Work instructions: Every line of the records below that has the word "does" should be copied.

Exercise material:
=== Begin Enclosure ===
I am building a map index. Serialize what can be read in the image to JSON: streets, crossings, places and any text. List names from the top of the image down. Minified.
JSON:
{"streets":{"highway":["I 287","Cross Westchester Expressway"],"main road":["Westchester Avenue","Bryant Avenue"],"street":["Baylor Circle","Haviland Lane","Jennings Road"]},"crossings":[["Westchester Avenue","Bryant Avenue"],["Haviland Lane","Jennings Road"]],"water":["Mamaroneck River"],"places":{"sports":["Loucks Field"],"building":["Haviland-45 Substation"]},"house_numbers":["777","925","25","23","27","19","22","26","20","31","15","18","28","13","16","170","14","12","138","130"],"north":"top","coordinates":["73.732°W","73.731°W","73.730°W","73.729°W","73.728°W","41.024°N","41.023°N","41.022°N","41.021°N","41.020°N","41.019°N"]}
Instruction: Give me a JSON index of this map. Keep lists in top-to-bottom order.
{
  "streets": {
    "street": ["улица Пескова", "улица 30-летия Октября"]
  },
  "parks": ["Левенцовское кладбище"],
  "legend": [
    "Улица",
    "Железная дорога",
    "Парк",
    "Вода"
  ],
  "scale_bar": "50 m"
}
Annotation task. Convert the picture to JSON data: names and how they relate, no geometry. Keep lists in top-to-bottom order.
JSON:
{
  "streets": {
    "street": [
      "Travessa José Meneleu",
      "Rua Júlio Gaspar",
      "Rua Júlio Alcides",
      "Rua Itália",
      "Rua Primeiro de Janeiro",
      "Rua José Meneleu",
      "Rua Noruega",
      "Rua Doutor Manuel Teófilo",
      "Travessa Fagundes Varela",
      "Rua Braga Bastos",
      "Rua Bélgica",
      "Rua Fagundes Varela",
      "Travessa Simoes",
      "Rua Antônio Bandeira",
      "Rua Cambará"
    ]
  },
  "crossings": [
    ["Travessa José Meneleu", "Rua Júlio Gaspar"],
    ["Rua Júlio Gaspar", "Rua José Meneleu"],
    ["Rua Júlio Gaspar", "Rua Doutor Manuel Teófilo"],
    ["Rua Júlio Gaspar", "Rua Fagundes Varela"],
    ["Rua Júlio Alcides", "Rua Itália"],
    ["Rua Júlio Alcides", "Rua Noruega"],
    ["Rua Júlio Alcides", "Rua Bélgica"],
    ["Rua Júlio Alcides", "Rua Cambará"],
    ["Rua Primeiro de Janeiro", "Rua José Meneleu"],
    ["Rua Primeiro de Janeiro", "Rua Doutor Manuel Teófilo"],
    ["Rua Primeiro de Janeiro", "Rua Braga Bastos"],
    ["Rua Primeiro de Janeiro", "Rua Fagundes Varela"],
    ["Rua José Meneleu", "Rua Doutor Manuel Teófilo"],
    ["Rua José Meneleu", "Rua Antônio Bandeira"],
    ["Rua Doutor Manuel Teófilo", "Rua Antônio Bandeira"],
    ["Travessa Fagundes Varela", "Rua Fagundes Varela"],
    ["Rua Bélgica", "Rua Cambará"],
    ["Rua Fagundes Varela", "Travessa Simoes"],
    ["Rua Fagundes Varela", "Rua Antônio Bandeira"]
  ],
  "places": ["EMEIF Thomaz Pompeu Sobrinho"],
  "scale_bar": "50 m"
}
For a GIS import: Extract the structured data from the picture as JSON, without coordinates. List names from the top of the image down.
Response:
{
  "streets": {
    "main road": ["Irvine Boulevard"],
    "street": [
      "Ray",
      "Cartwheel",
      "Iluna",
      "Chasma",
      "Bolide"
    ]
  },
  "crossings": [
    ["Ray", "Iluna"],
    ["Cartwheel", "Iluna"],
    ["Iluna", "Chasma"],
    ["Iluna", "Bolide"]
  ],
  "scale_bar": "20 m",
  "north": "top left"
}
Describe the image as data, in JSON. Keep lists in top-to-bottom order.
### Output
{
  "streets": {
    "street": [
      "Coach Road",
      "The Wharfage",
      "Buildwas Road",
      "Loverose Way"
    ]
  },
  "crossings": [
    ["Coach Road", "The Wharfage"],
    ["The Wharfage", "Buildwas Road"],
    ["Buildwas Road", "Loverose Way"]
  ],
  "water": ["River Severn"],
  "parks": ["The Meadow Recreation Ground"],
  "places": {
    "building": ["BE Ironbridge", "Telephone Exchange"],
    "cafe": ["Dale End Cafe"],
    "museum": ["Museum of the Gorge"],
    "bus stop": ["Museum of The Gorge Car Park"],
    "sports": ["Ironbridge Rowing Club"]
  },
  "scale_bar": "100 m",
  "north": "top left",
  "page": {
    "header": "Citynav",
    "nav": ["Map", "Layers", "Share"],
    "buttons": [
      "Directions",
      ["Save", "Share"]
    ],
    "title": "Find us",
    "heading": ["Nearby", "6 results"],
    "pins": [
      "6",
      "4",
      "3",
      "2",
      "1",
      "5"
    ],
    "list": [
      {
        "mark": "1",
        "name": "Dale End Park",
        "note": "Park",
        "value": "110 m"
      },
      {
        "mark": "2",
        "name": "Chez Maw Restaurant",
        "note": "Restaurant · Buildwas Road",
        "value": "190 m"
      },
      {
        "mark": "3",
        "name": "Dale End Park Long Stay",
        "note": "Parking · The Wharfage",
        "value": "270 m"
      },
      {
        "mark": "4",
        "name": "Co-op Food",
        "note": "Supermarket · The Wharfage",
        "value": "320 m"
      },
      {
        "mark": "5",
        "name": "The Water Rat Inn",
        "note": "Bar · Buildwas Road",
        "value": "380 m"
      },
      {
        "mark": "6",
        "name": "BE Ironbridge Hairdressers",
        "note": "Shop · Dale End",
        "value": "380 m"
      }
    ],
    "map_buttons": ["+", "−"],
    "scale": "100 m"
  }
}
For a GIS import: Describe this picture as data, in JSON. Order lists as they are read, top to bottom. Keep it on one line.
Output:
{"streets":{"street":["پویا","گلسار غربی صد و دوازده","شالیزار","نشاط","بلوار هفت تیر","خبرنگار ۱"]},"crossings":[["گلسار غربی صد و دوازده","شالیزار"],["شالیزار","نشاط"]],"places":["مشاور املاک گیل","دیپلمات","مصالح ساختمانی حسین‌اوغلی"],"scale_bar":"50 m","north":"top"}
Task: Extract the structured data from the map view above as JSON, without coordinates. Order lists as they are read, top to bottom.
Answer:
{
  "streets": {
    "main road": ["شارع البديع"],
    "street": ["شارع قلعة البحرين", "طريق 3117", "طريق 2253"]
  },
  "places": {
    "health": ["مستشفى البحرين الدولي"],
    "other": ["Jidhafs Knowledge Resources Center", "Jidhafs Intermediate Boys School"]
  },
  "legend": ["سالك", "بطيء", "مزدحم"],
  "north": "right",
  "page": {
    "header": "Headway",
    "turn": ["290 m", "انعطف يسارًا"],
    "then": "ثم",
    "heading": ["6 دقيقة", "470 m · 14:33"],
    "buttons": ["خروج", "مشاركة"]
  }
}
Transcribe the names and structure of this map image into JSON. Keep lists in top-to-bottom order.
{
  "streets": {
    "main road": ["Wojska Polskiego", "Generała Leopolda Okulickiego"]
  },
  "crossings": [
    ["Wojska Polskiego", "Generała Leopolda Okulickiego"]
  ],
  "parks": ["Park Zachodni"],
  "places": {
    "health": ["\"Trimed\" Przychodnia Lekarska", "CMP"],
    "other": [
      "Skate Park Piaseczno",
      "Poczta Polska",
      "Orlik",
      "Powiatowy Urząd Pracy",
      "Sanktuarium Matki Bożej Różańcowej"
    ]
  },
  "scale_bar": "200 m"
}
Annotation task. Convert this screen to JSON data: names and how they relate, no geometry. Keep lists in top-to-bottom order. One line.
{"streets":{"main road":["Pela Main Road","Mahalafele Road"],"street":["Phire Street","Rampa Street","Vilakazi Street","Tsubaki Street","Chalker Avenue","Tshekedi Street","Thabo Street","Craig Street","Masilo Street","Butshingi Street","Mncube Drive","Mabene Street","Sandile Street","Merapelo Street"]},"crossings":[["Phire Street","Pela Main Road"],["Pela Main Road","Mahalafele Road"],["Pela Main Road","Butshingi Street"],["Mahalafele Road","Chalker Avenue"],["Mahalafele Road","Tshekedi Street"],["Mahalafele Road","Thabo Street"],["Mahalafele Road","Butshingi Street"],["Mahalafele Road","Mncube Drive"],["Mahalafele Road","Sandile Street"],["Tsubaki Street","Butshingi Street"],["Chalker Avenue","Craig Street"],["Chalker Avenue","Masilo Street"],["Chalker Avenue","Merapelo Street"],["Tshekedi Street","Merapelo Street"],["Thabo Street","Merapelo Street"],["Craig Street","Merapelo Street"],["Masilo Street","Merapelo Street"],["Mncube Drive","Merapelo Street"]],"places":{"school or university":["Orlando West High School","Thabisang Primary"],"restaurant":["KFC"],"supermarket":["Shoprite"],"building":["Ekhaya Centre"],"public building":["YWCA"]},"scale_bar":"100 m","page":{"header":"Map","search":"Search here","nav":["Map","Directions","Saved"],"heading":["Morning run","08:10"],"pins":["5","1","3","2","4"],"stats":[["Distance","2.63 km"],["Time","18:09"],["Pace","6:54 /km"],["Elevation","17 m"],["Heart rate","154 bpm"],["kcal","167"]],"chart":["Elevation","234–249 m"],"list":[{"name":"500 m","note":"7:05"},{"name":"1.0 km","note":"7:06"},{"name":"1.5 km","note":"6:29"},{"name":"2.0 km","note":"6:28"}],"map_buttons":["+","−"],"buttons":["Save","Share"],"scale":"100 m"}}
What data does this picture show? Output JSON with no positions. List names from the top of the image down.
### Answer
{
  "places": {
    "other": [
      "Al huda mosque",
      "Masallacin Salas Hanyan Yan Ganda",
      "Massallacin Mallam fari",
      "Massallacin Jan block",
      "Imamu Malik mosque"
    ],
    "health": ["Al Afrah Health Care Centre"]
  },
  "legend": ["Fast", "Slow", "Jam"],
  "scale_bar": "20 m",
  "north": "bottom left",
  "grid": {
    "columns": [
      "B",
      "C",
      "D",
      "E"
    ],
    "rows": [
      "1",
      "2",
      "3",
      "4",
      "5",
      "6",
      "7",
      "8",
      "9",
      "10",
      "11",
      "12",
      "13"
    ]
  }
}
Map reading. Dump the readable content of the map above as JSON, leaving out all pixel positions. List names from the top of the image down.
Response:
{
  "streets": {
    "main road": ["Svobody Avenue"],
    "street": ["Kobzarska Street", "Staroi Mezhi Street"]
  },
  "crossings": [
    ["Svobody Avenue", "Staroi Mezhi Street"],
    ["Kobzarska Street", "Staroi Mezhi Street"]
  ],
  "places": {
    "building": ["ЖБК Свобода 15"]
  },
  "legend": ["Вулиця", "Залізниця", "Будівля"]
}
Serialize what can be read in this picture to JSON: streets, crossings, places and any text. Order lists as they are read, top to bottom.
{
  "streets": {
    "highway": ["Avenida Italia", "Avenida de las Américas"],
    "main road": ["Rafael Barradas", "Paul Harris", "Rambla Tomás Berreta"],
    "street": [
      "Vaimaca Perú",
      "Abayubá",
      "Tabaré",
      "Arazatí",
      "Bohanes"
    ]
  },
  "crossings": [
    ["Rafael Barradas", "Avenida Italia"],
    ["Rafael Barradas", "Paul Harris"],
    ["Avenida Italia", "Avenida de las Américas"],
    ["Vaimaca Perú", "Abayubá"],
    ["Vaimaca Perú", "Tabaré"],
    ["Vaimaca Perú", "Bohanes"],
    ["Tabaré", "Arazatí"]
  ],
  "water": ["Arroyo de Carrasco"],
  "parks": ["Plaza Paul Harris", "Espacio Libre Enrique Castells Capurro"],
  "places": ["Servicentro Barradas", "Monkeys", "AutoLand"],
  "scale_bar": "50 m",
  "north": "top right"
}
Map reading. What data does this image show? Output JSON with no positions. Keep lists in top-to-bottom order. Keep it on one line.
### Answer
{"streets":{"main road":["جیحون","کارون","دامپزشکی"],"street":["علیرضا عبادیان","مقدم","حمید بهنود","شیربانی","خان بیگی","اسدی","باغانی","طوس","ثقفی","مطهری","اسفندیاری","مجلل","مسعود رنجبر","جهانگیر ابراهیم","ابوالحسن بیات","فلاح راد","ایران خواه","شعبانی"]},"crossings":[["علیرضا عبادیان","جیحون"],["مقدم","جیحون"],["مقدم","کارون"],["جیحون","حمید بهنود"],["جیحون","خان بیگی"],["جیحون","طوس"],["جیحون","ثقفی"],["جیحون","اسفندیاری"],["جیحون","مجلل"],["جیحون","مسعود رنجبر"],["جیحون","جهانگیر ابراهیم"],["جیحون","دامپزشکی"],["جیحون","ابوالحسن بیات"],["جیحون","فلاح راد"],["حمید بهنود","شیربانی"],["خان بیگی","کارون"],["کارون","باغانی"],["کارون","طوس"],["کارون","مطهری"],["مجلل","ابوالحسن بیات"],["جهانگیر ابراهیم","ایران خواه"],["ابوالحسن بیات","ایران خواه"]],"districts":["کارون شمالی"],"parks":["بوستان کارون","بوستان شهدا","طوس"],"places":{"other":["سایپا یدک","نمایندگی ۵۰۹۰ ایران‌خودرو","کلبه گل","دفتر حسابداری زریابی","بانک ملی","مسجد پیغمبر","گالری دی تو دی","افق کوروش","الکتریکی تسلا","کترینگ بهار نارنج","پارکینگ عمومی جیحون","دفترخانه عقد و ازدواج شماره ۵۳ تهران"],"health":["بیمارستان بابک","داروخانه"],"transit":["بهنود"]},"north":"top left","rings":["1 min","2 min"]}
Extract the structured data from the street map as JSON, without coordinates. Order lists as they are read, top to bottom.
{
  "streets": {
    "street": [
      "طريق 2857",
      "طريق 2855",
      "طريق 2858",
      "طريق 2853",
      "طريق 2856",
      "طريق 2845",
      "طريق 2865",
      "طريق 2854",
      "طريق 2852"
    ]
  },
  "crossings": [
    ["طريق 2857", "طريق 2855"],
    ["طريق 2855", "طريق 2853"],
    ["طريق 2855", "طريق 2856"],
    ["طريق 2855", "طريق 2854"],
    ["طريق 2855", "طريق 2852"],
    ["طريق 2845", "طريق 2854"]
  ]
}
=== End Enclosure ===
Task response:
What data does this picture show? Output JSON with no positions. List names from the top of the image down.
Map reading. What data does this image show? Output JSON with no positions. Keep lists in top-to-bottom order. Keep it on one line.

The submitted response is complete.